As mentioned above, the decorative material obtained by the method of the present invention has outstanding decorative properties, and at the same time has excellent physical properties such as abrasion resistance and crack resistance. Since it can be easily formed on the body, it can be used not only as a decorative surface material for building materials, furniture materials, etc., but also for a wider range of applications.

The present invention will be explained in more detail with reference to Examples below.

Example 1 A spruce veneer with a thickness of 1 mm and a size of 10 cm x 10 cm was placed in a mixture of 4 ml of acetic anhydride and 30 ml of glacial acetic acid.
After pretreatment by immersion for an hour, the esterification (acetylation) reaction was carried out by immersion in a treatment solution maintained at 30°C consisting of 20 ml of acetic anhydride, 6 ml of glacial acetic acid, 7 ml of toluene, and 0.1 ml of perchloric acid for 4 hours. After doing it,
In a solution consisting of 50 ml of glacial acetic acid and 0.3 g of potassium acetate.
It was immersed for 20 minutes and washed with toluene to obtain an acetylated veneer. Weight gain rate due to acetylation: 40%.

The treated veneer was then heated and compressed at 180° C. and 30 kg/cm ² for 10 minutes to obtain a decorative material.

Compared to the veneer before treatment, the resulting decorative material has a wider grain width in the spring wood portion and a narrower grain width in the fall wood portion, thereby exhibiting a new wood grain pattern. On the other hand, when the light transmittance was measured based on JISK-6714, the transmittance was 30%.

As a comparative example, the same spruce veneer as above was heated and pressed under the same conditions as above without being treated with a treatment solution, and no change in wood grain was observed and the result was JISK-6714. The light transmittance was 3%.
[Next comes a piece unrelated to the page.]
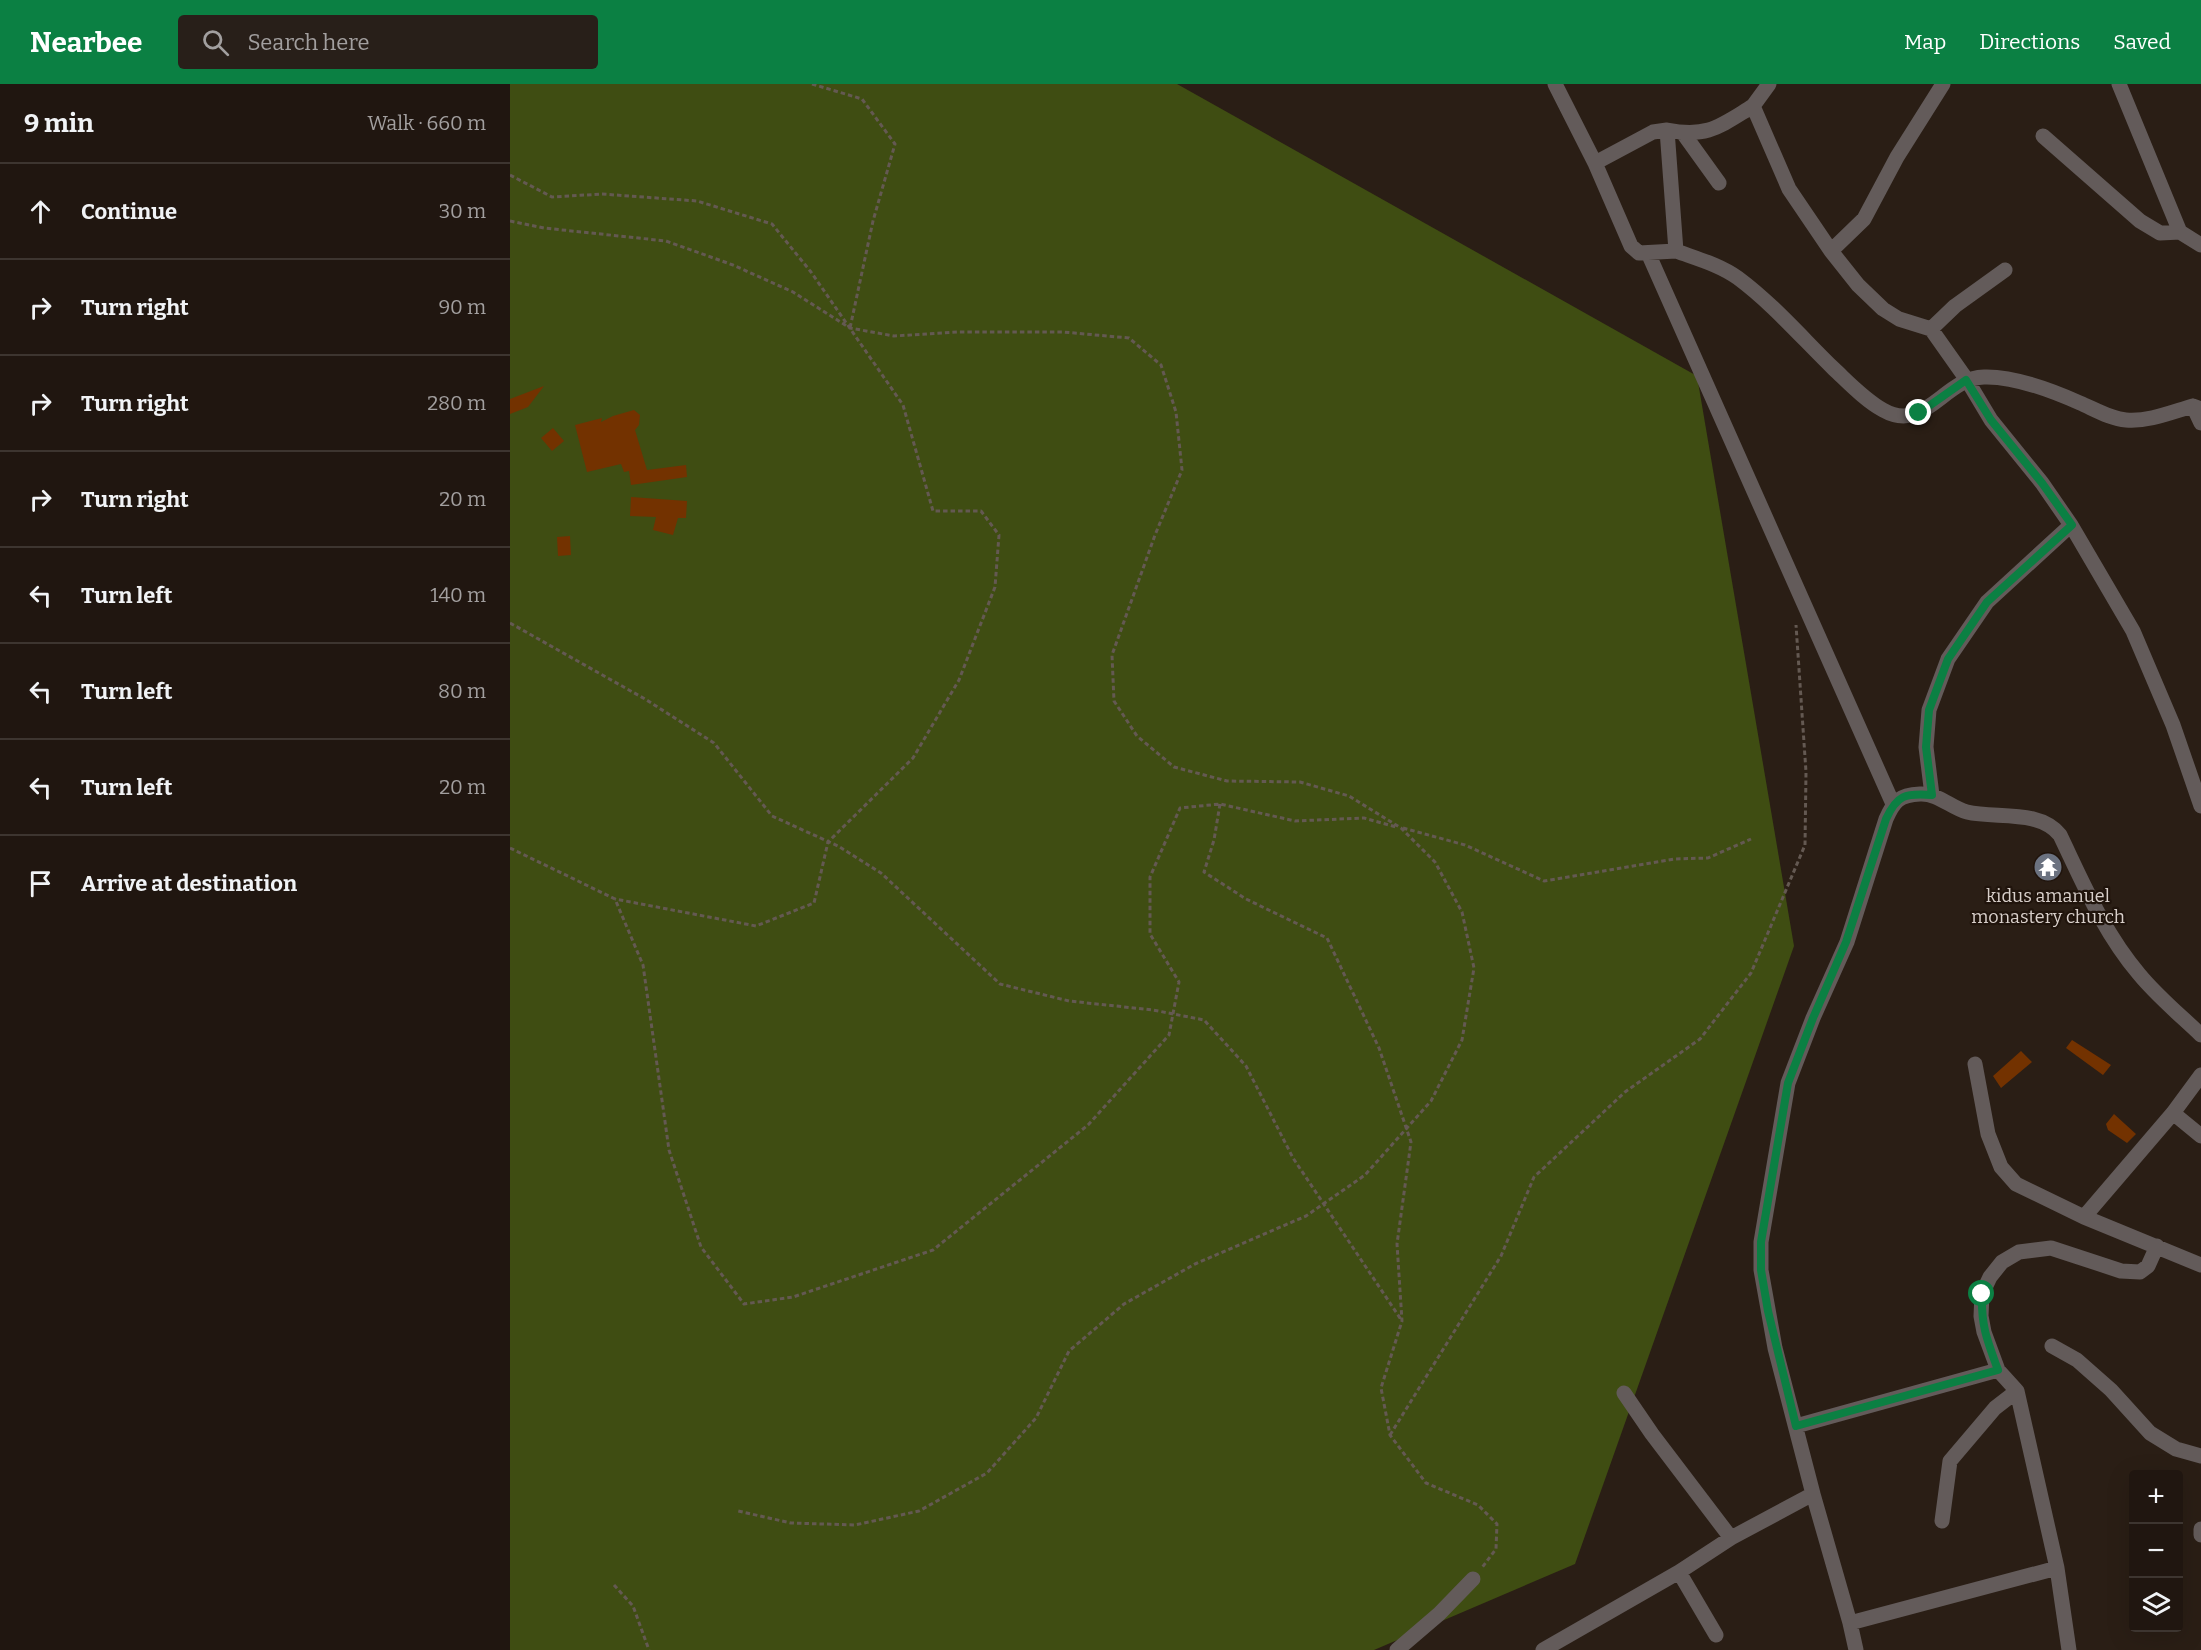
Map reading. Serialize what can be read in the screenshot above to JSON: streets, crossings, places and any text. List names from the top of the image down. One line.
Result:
{"places":{"temple":["kidus amanuel monastery church"]},"page":{"header":"Nearbee","search":"Search here","nav":["Map","Directions","Saved"],"heading":["9 min","Walk · 660 m"],"list":[["Continue","30 m"],["Turn right","90 m"],["Turn right","280 m"],["Turn right","20 m"],["Turn left","140 m"],["Turn left","80 m"],["Turn left","20 m"],"Arrive at destination"],"map_buttons":["+","−"]}}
Example 2 The acetylated veneer obtained in Example 1 was
The acid dye heated to 180°C was immersed in a coloring solution consisting of a 1% acid orange aqueous solution for 3 hours, and after coloring, it was heated and pressed at 180°C and 30 kg/cm ² for 10 minutes. The obtained decorative material had a transparent orange color in the spring wood portion, was uniformly colored to the inside of the wood structure, and had an appearance with excellent decorative properties.

As a comparative example, the untreated veneer used in Example 1 was immersed in the above-mentioned coloring liquid under the same conditions to be colored, and then heat-pressed under the same conditions as above.
The obtained veneer had only the surface layer colored, had no transparency, and was inferior in decorativeness.
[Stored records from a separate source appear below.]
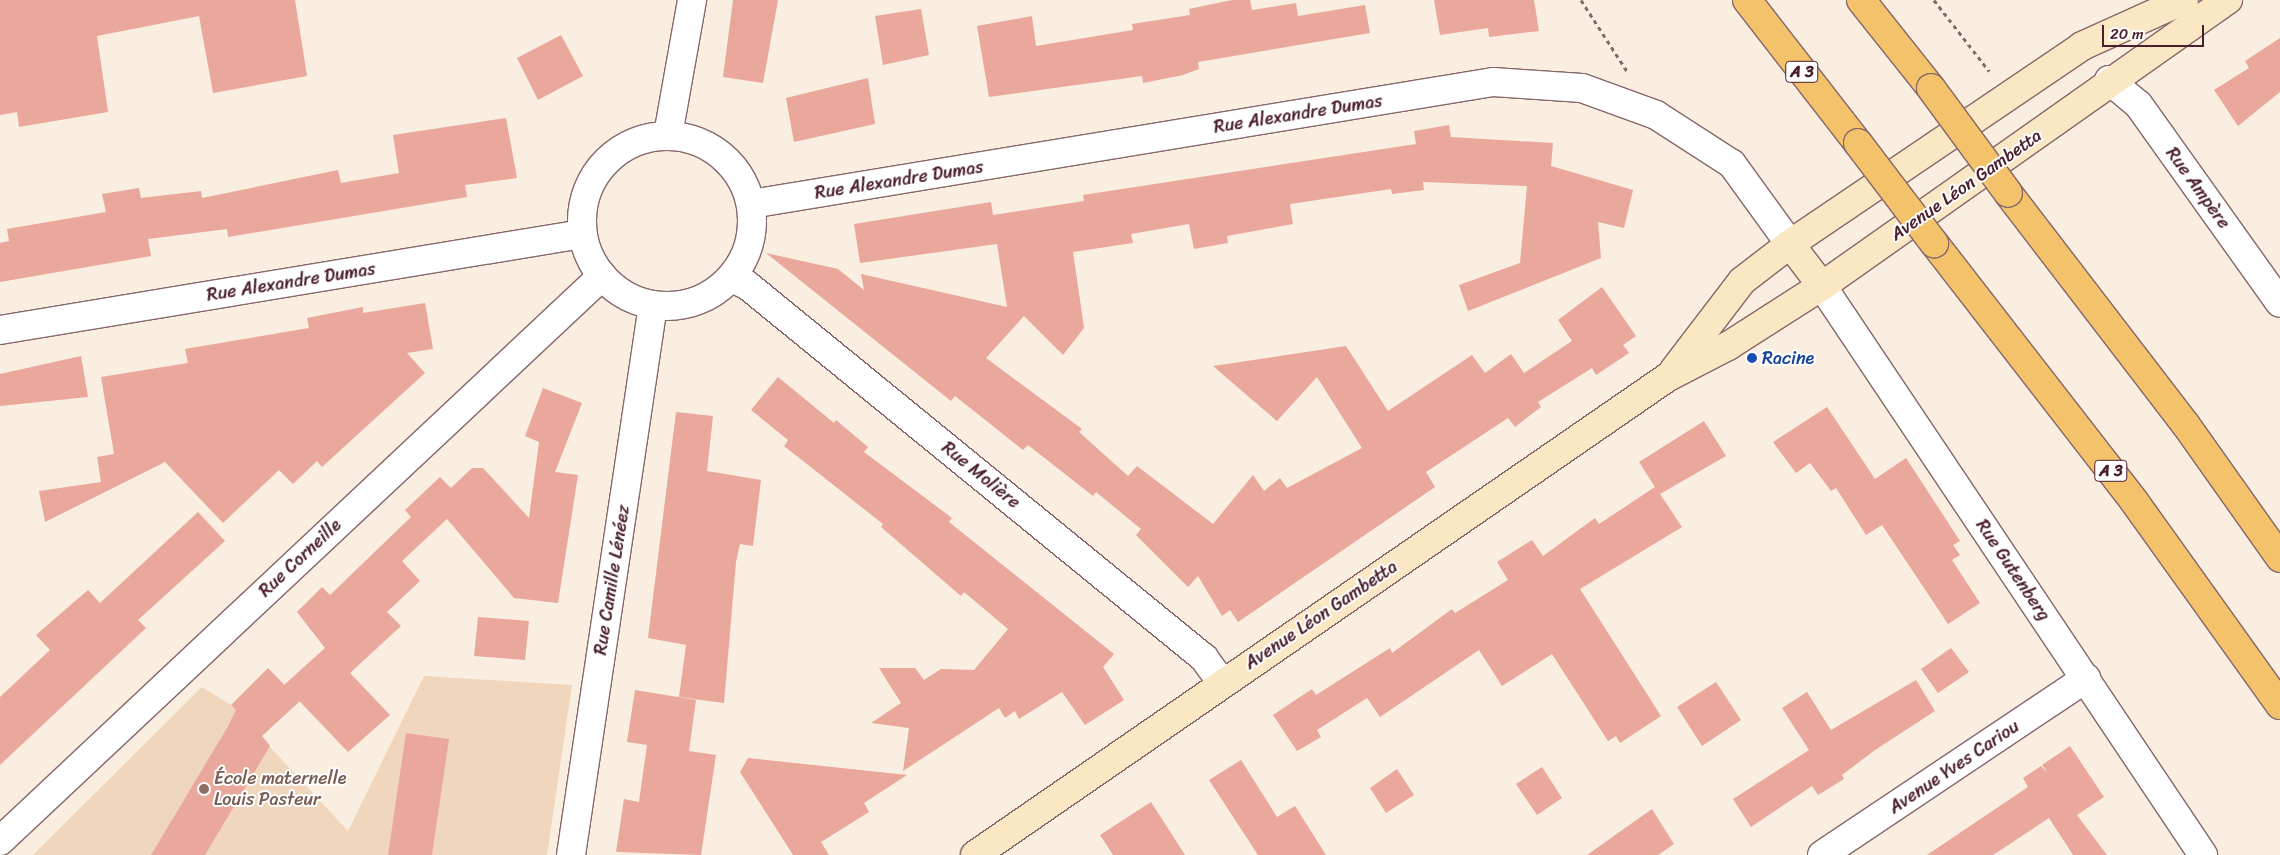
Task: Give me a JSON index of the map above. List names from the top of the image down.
{
  "streets": {
    "highway": ["A 3"],
    "street": [
      "Rue Alexandre Dumas",
      "Avenue Léon Gambetta",
      "Rue Ampère",
      "Rue Molière",
      "Rue Corneille",
      "Rue Gutenberg",
      "Rue Camille Lénéez",
      "Avenue Yves Cariou"
    ]
  },
  "crossings": [
    ["Rue Alexandre Dumas", "Avenue Léon Gambetta"],
    ["Rue Alexandre Dumas", "Rue Molière"],
    ["Rue Alexandre Dumas", "Rue Corneille"],
    ["Rue Alexandre Dumas", "Rue Camille Lénéez"],
    ["Avenue Léon Gambetta", "Rue Ampère"],
    ["Avenue Léon Gambetta", "Rue Molière"],
    ["Avenue Léon Gambetta", "Rue Gutenberg"],
    ["Rue Molière", "Rue Corneille"],
    ["Rue Molière", "Rue Camille Lénéez"],
    ["Rue Corneille", "Rue Camille Lénéez"],
    ["Rue Gutenberg", "Avenue Yves Cariou"]
  ],
  "places": ["Racine", "École maternelle Louis Pasteur"],
  "scale_bar": "20 m"
}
Example 3 White×BK instead of acid orange
The same operation as in Example 2 was performed except that CONC (manufactured by Sumitomo Chemical Co., Ltd.) was used.

The obtained decorative material was not only highly transparent and had a varied wood grain pattern, but also had an elegant, fluorescent appearance.
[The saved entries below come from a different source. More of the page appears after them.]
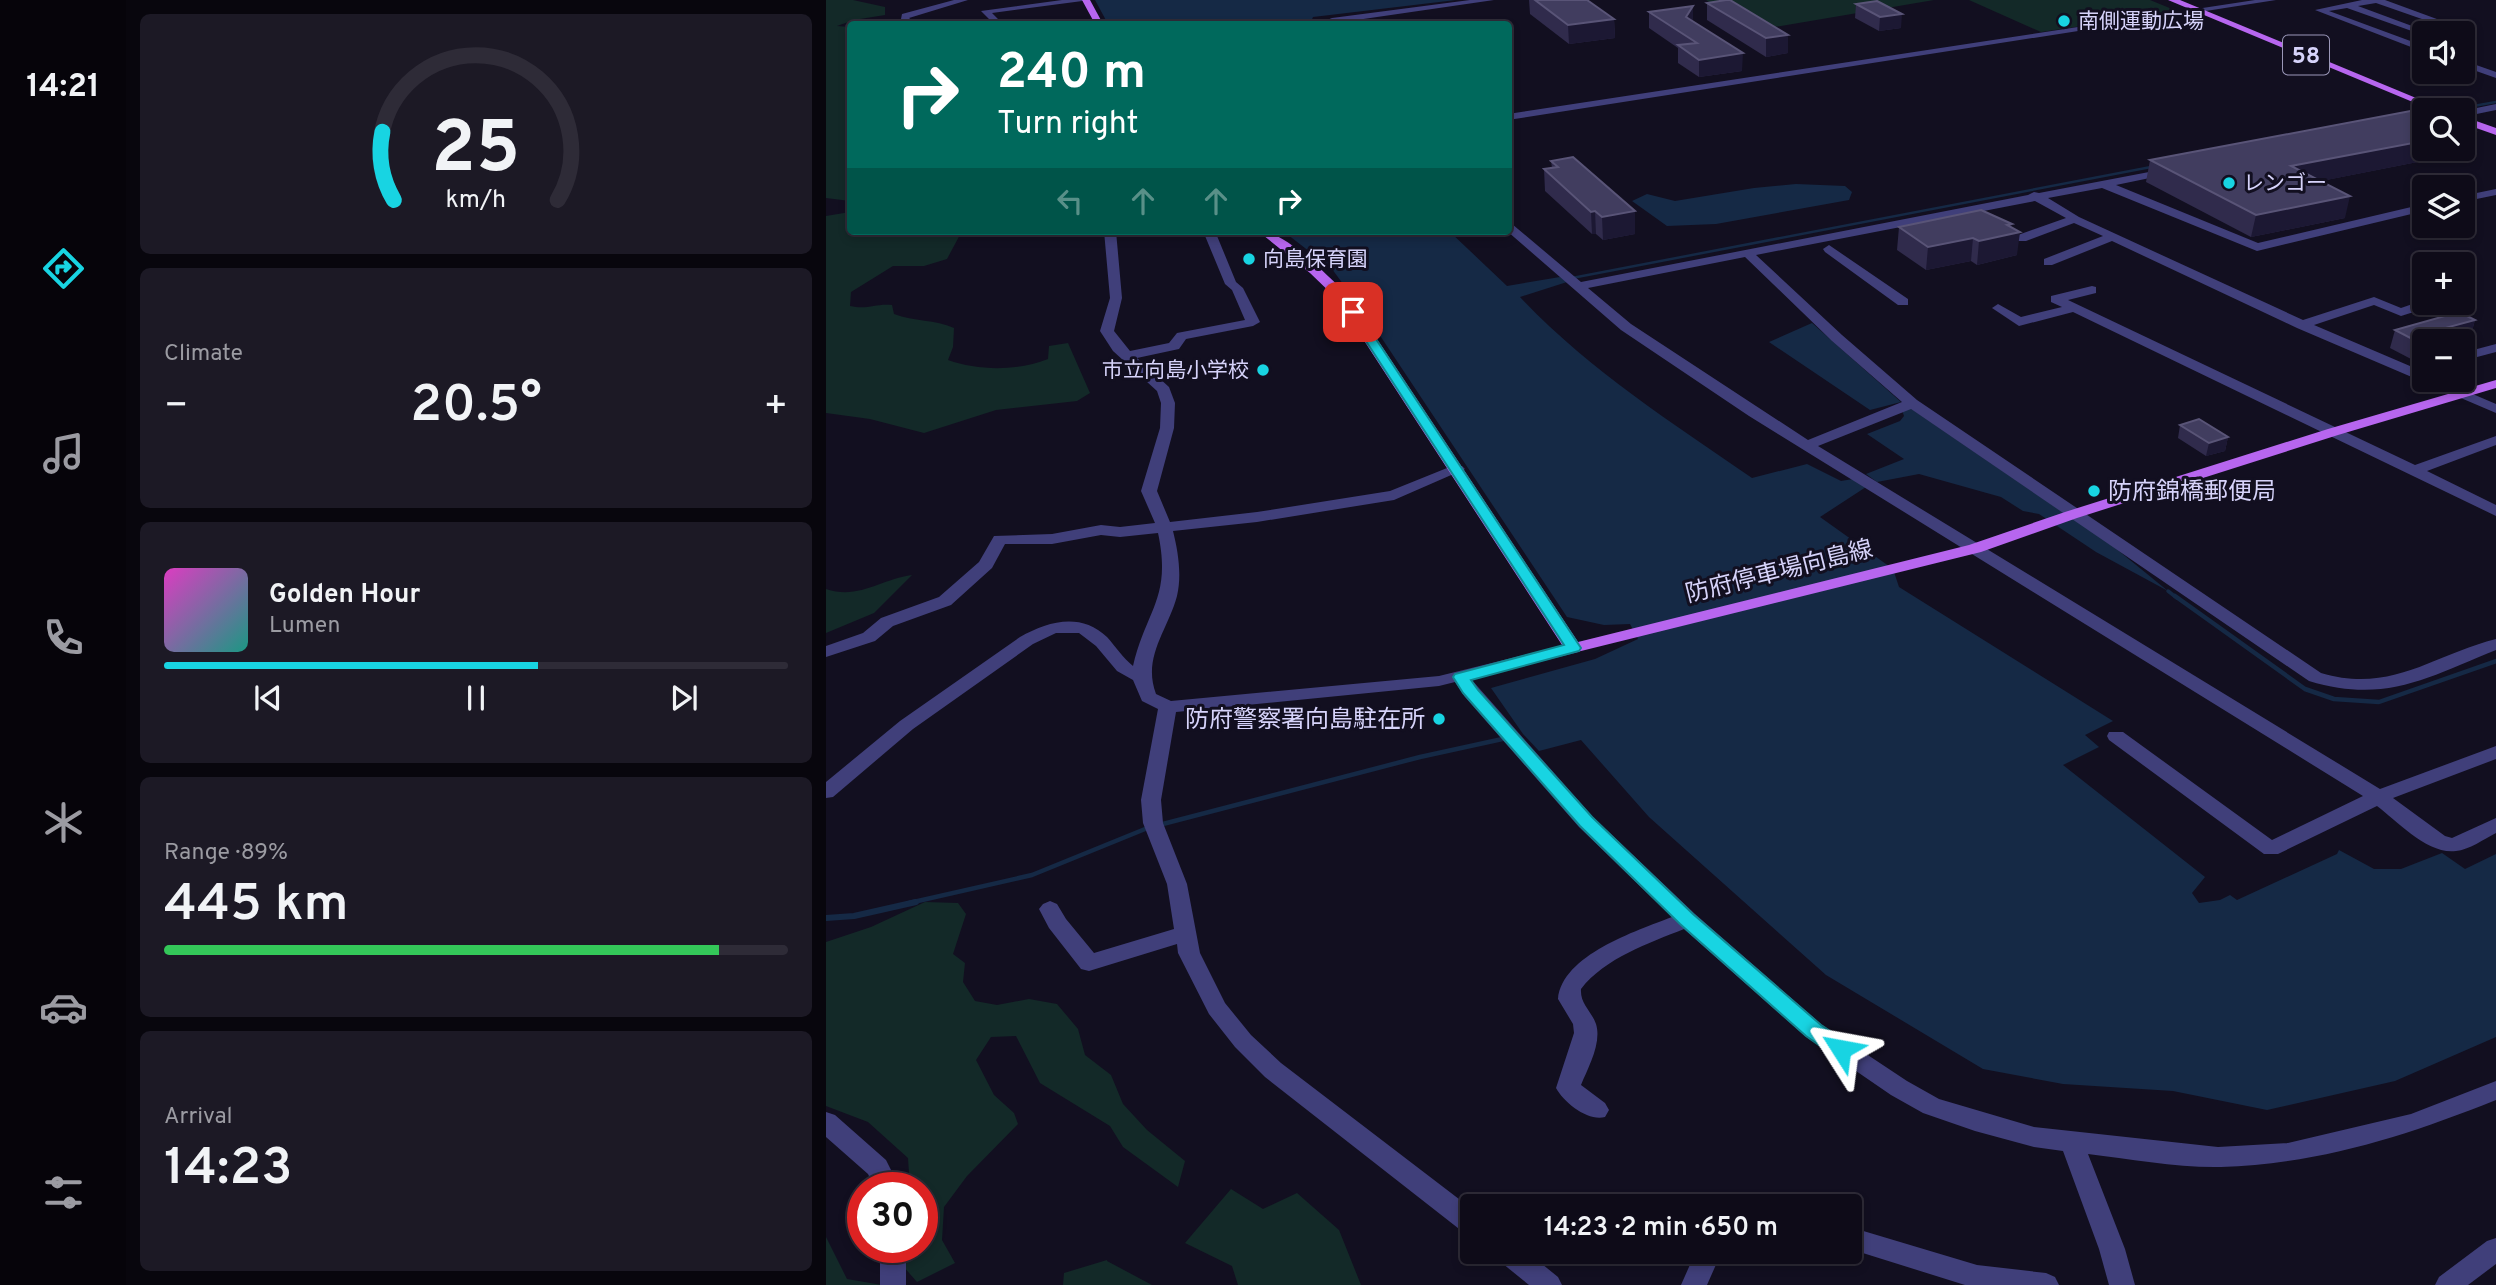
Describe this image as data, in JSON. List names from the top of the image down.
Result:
{
  "streets": {
    "main road": ["58", "防府停車場向島線"]
  },
  "places": [
    "南側運動広場",
    "レンゴー",
    "向島保育園",
    "市立向島小学校",
    "防府錦橋郵便局",
    "防府警察署向島駐在所"
  ],
  "page": {
    "tabs": "14:21",
    "map_buttons": ["+", "−"],
    "turn": ["240 m", "Turn right"],
    "tile": [
      "Climate",
      ["Range · 89%", "445 km"],
      ["Arrival", "14:23"]
    ],
    "heat": ["−", "20.5°", "+"],
    "song": ["Golden Hour", "Lumen"],
    "limit": "30",
    "trip": "14:23 · 2 min · 650 m",
    "gauge": ["25", "km/h"]
  }
}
Example 4 The acetylated veneer obtained in Example 1 was inserted between male and female molds each having a round shaped molding part with a radius of curvature of 10R at the corner and heated at 180°C and 30Kg/ ^cm2 for 10 minutes. A square-shaped decorative material was obtained by heating and pressing. This decorative material had no defects such as cracks, was highly transparent, and had a beautiful decorative surface with a changed wood grain appearance.

[Brief explanation of the drawing]

FIG. 1 and FIG. 2 are both schematic cross-sectional views of treated wood a and decorative material b. A...Void area, L...Light, _W1 and _W2 ...annual ring width, _α1 and _α2 ...annual ring inclination, F...autumn wood area, S...spring wood area.

Claims (1)

[Claims] 1. Treating the wood laminate with a reactant capable of reacting with the hydroxyl groups of wood components until the cellulose crystals in the wood laminate are amorphized, and heat-pressing the resulting treated laminate. A method for producing a decorative material consisting of: 2. The method for producing a cosmetic agent according to claim 1, wherein the reactant is an esterifying agent or an etherifying agent.